How to get a Double with two decimal points without round?

Question

Created Oct ’18

Replies 9

Boosts 0

Views 11k

Participants 6

I've a Double number like

let num = 6.1699999999999999

I want this number with two decimal points like : 6.16

But with the tools and functions not make this.

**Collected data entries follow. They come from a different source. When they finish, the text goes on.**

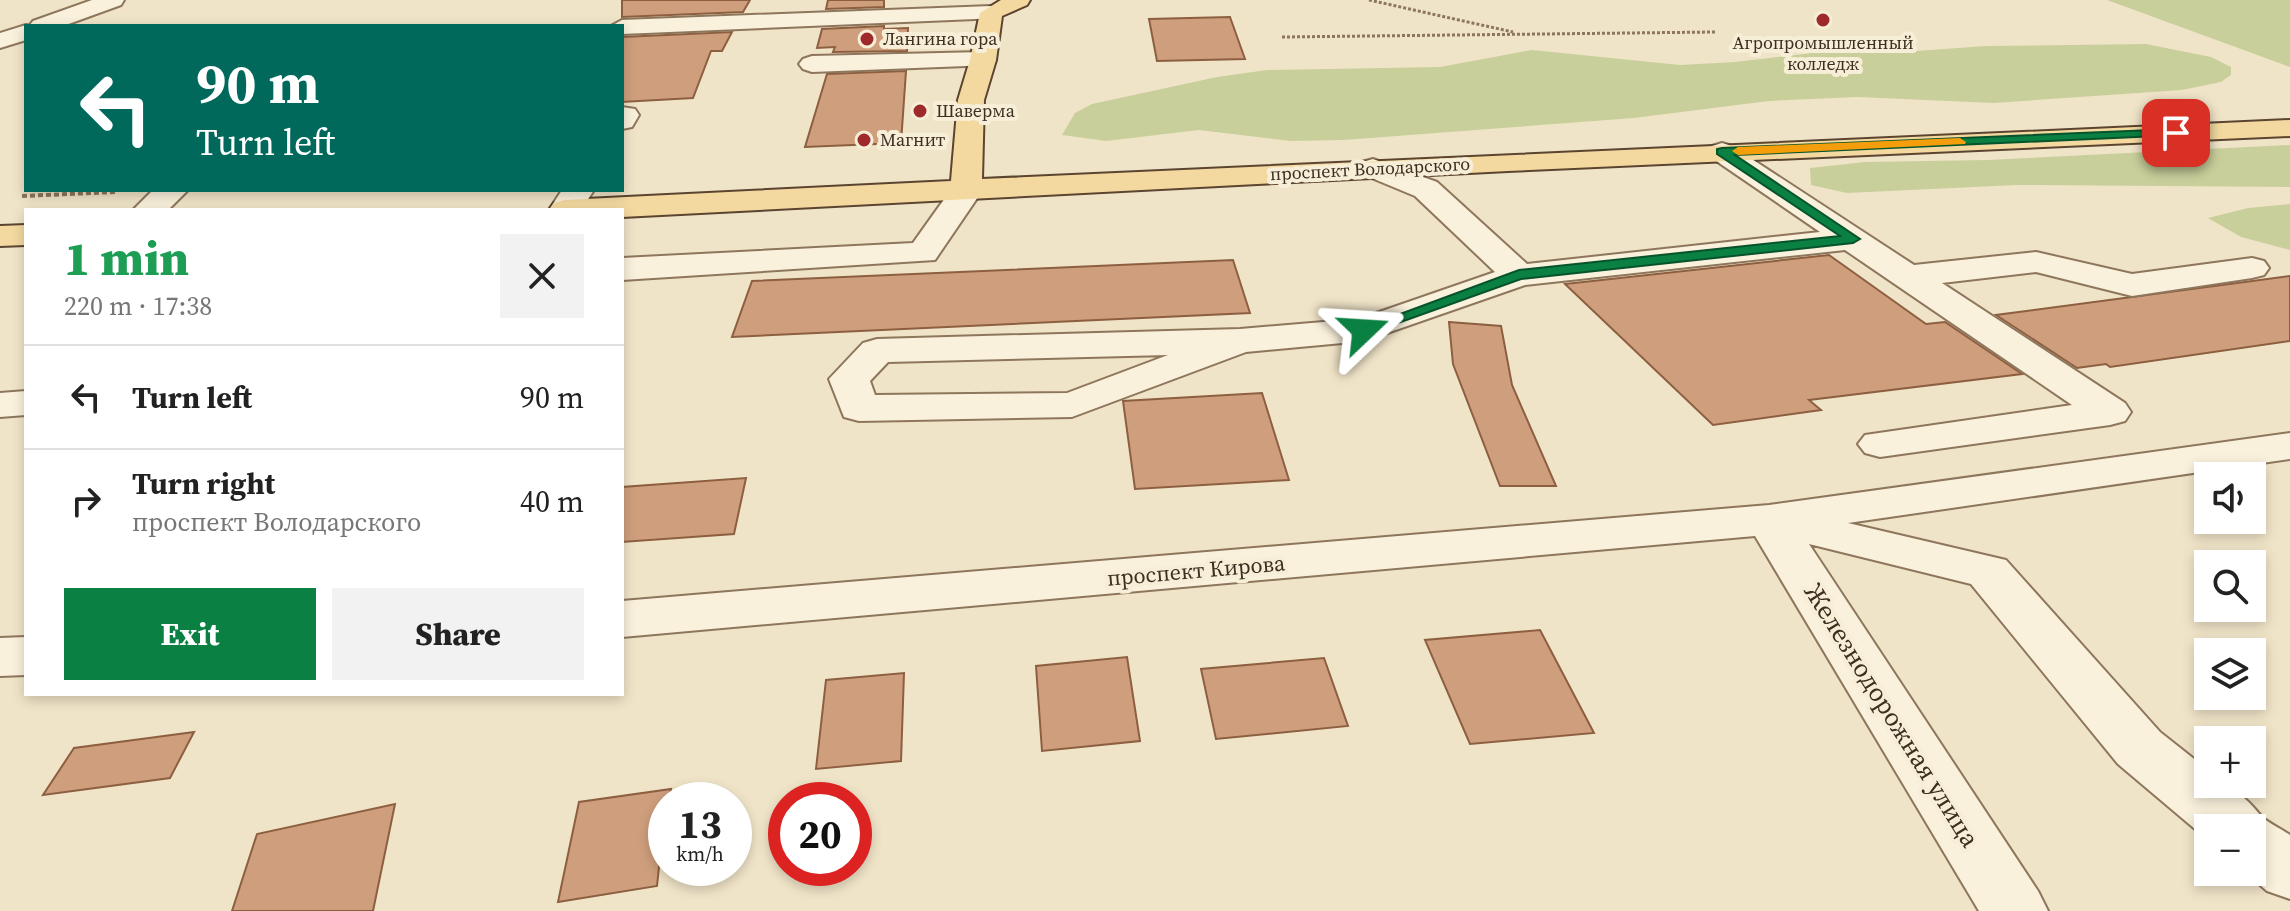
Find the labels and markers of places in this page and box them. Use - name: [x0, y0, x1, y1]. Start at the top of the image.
- marker: Агропромышленный колледж: [1814, 11, 1832, 29]
- place label: Лангина гора: [883, 26, 998, 51]
- marker: Лангина гора: [858, 30, 876, 48]
- place label: Агропромышленный колледж: [1732, 30, 1914, 76]
- place label: Шаверма: [936, 98, 1016, 123]
- pin: [2142, 99, 2210, 167]
- marker: Шаверма: [911, 102, 929, 120]
- place label: Магнит: [880, 127, 946, 152]
- marker: Магнит: [855, 131, 873, 149]

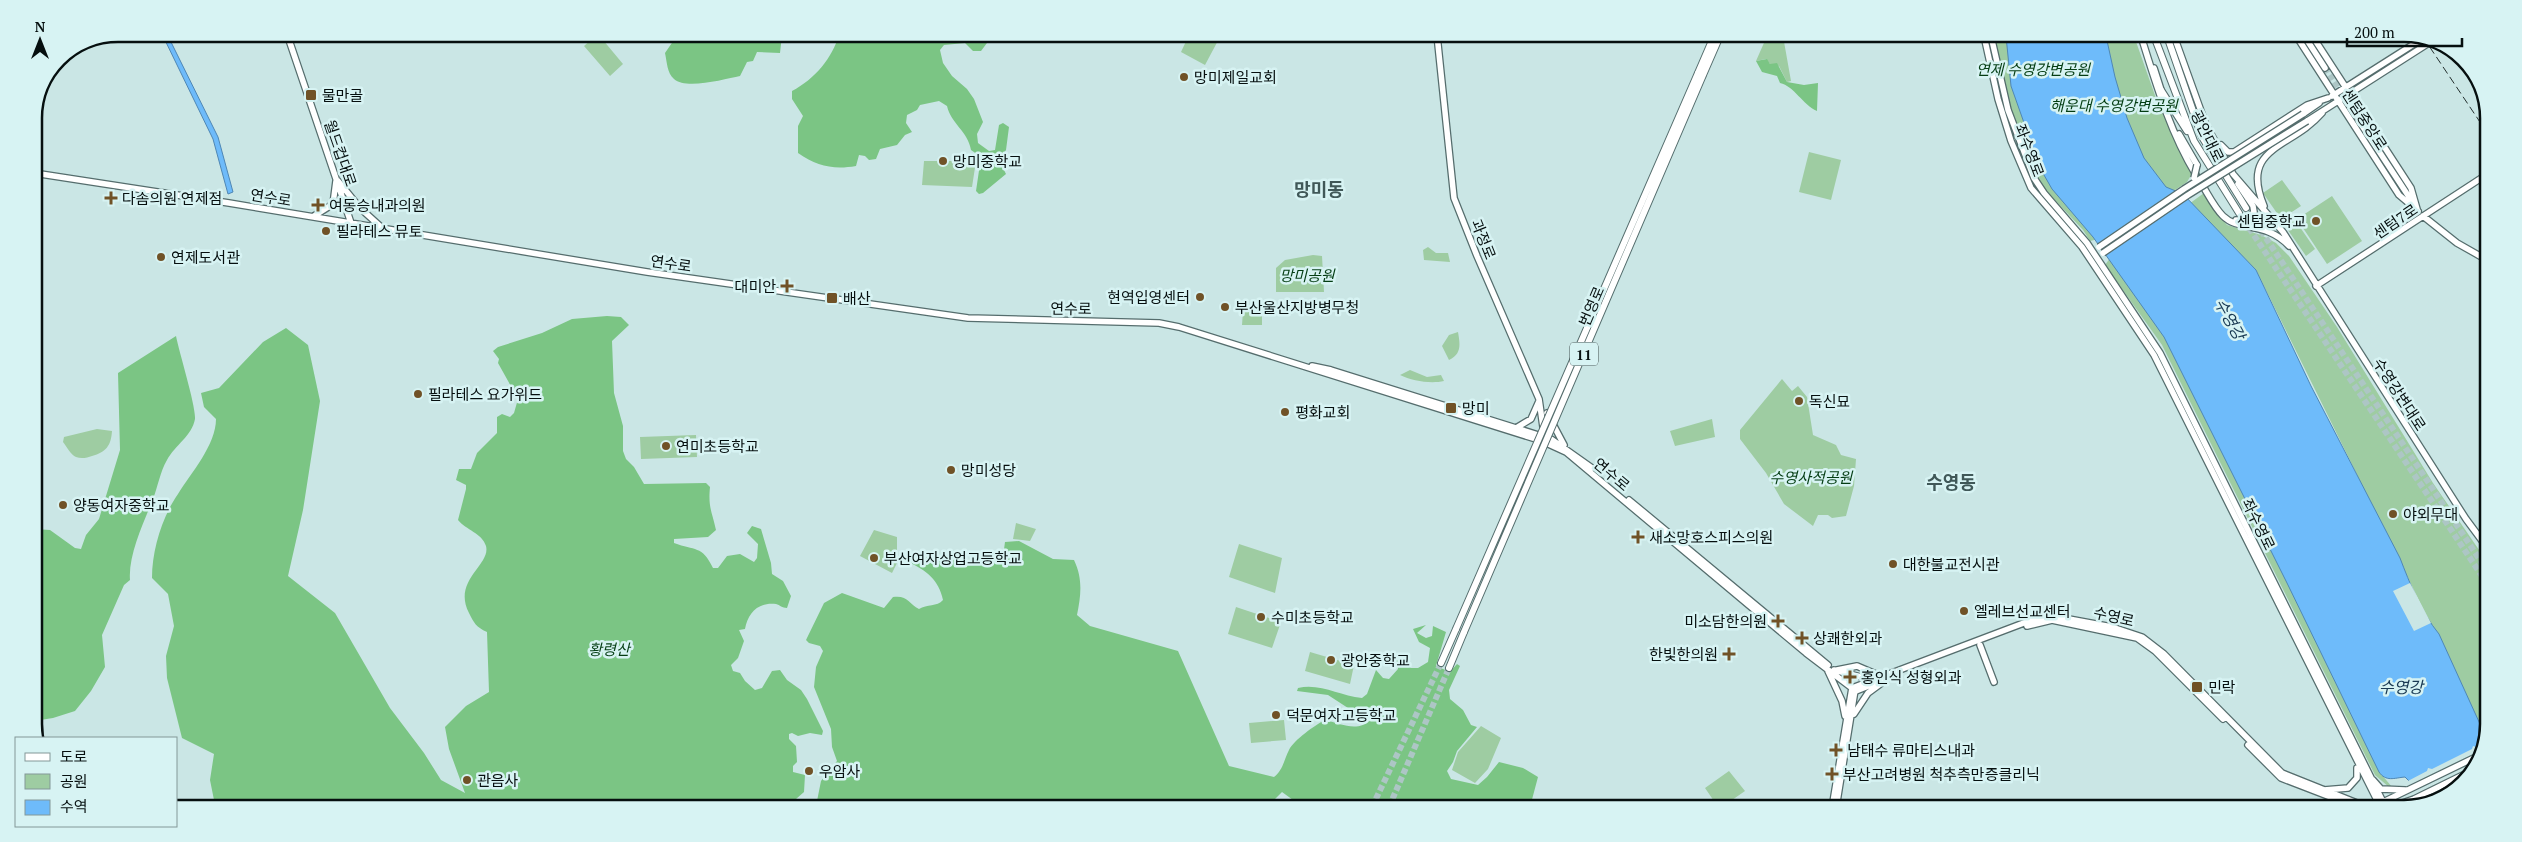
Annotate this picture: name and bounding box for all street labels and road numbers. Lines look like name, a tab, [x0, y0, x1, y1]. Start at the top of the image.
street label: 센텀중앙로	[2338, 85, 2392, 153]
street label: 광안대로	[2187, 107, 2229, 165]
street label: 월드컵대로	[320, 117, 362, 189]
street label: 좌수영로	[2011, 121, 2049, 179]
street label: 연수로	[249, 184, 293, 210]
street label: 센텀7로	[2369, 199, 2421, 243]
street label: 과정로	[1467, 216, 1501, 262]
street label: 연수로	[649, 250, 693, 276]
street label: 번영로	[1574, 283, 1608, 329]
street label: 연수로	[1050, 298, 1092, 318]
road number: 11	[1570, 342, 1598, 366]
street label: 수영강변대로	[2369, 354, 2431, 434]
street label: 연수로	[1590, 453, 1634, 495]
street label: 좌수영로	[2238, 495, 2280, 553]
street label: 수영로	[2092, 602, 2136, 630]

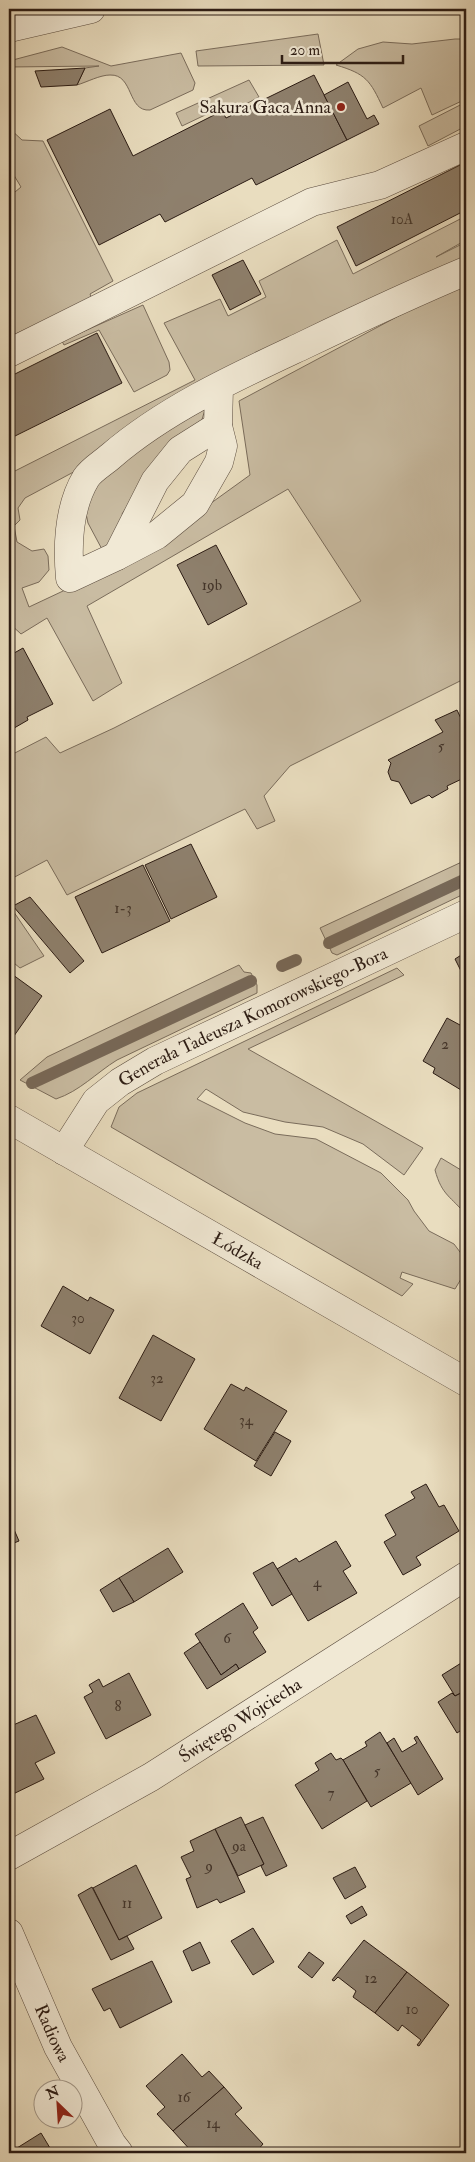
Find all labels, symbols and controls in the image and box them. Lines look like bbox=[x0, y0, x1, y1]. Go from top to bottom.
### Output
scale bar bbox=[282, 32, 404, 64]
text: 20 m bbox=[290, 41, 320, 60]
place label: Sakura Gaca Anna bbox=[200, 96, 332, 119]
marker: Sakura Gaca Anna bbox=[335, 101, 347, 113]
house number: 10A bbox=[391, 210, 414, 229]
house number: 19b bbox=[202, 576, 222, 595]
house number: 5 bbox=[438, 737, 445, 756]
house number: 1-3 bbox=[114, 899, 132, 918]
street label: Generała Tadeusza Komorowskiego-Bora bbox=[114, 941, 391, 1092]
house number: 2 bbox=[441, 1035, 449, 1054]
street label: Łódzka bbox=[208, 1227, 268, 1275]
house number: 30 bbox=[71, 1309, 85, 1328]
house number: 32 bbox=[150, 1369, 164, 1388]
house number: 34 bbox=[239, 1411, 254, 1430]
house number: 4 bbox=[313, 1573, 322, 1592]
house number: 6 bbox=[223, 1629, 232, 1648]
street label: Świętego Wojciecha bbox=[174, 1672, 306, 1768]
house number: 8 bbox=[114, 1697, 122, 1716]
house number: 5 bbox=[374, 1762, 381, 1781]
house number: 7 bbox=[328, 1784, 335, 1803]
house number: 9a bbox=[231, 1837, 247, 1856]
house number: 9 bbox=[204, 1857, 213, 1876]
house number: 11 bbox=[122, 1894, 132, 1913]
house number: 12 bbox=[365, 1969, 378, 1988]
house number: 10 bbox=[406, 2000, 418, 2019]
street label: Radiowa bbox=[29, 2001, 76, 2067]
north arrow bbox=[32, 2080, 82, 2130]
text: N bbox=[43, 2082, 62, 2103]
house number: 16 bbox=[178, 2088, 192, 2107]
house number: 14 bbox=[206, 2114, 221, 2133]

The solutions make a round became number to: 6.17

I tried:

ceil(num*100)/100

and

String(format: "%.2f", num)

Both the result is: 6.17.

So how I get the number with two decimal points without round?

Boost

Answer 1

ManuelMB OP

Oct ’18

I tried to use a NumberFormatter with no luck.

Maybe this is not the perfect approach but still a solution.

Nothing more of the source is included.